Jules Romain Djihounouck, un illuminé de la danse contemporaine, a séduit à Walô Dance Center au Bénin. Il est arrivé de Saint-Louis au Sénégal pour la restitution de la formation en danse organisée par l’association Walô et la fondation hollandaise Le Grand Cru les 19 et 25 mars.
« La voie de l’ange » est le titre du spectacle que Jules Romain Djihounouck a présenté au public le 25 mars. Une création en hommage à son ami et compatriote Al Faruq, slameur, couronné champion du Sénégal voire d’Afrique dans son domaine. Ils bossaient sur plusieurs projets pour de grands exploits.
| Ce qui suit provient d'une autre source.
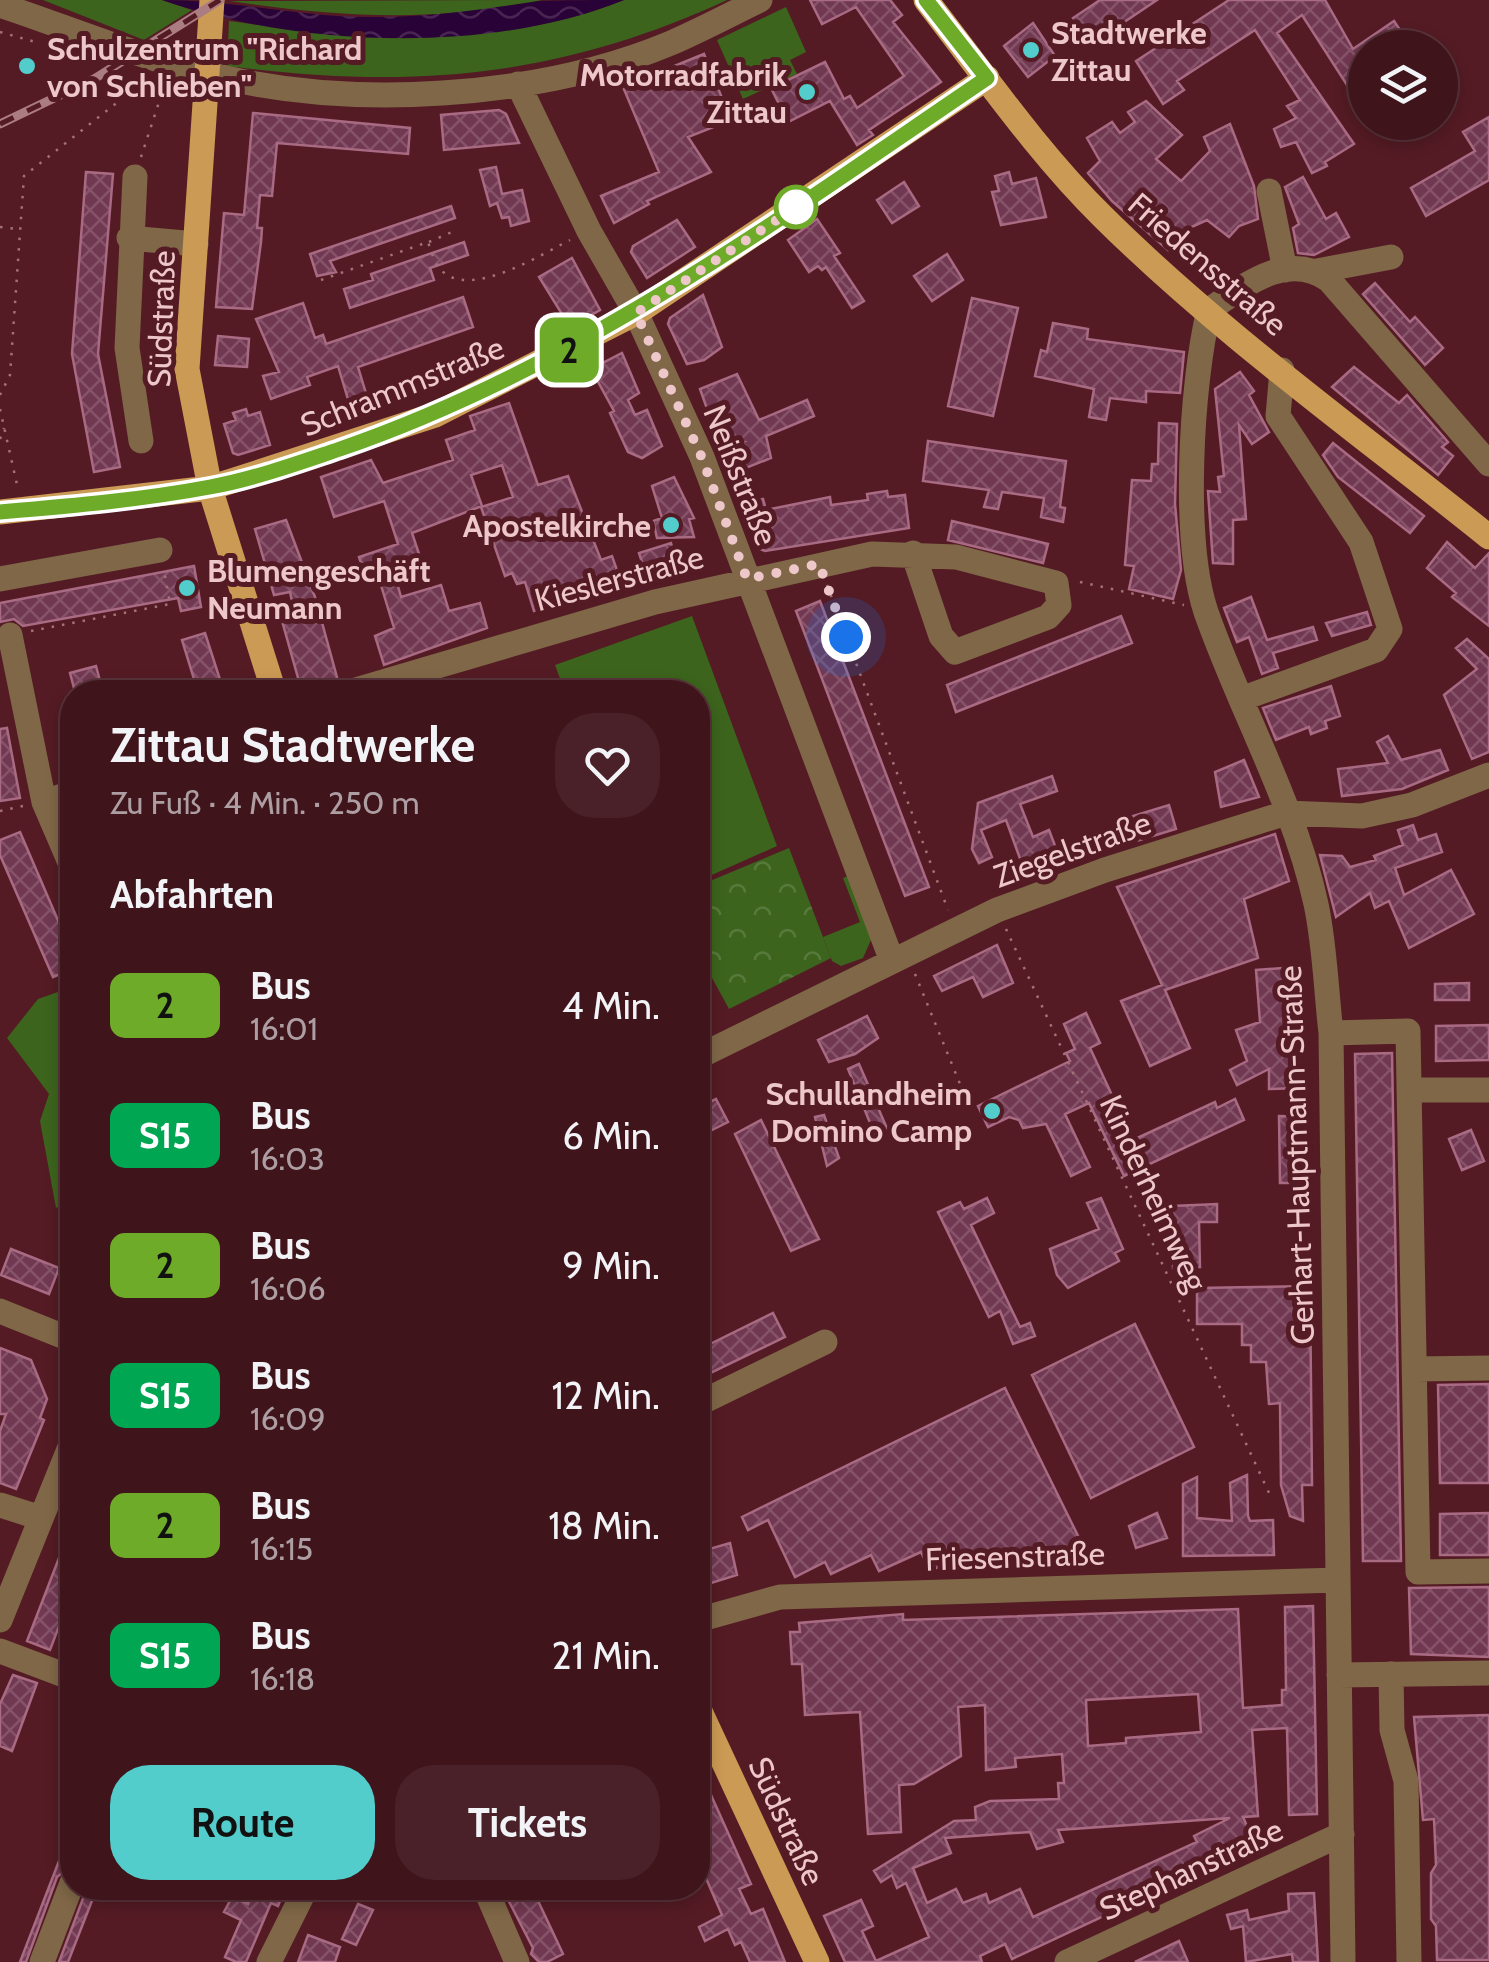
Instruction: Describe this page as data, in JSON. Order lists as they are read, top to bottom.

Al Faruq se préparait pour une compétition mondiale en slam et Jules Romain devait entrer en résidence avec lui pour la circonstance. Mais quarante-huit heures plus tôt, le chorégraphe apprend sur les réseaux sociaux que son ami n’est plus de ce monde.
Il garde en mémoire les derniers mots du slameur à son endroit, mots lâchés juste deux jours avant son décès : « Quand tu auras besoin de moi, je serai toujours là. » Et il est là désormais le champion du slam, inamovible, insaisissable, dans une immatérialité pesante. Il s’est tout simplement métamorphosé en un ange, protecteur par excellence si l’on se refait à la doctrine chrétienne.
Jules Romain est d’ailleurs de la minorité chrétienne du Sénégal et il a choisi d’arpenter ‘’la voie de l’ange’’, son ami dont l’œuvre ne saurait s’estompée, le riche patrimoine lyrique qu’il a constitué pour l’humanité. Ainsi, la douleur de perdre un ami tout le temps joyeux, un ami si proche, si complémentaire l’a poussé à créer ‘’La voie de l’ange’’ afin de lui rendre un vibrant hommage.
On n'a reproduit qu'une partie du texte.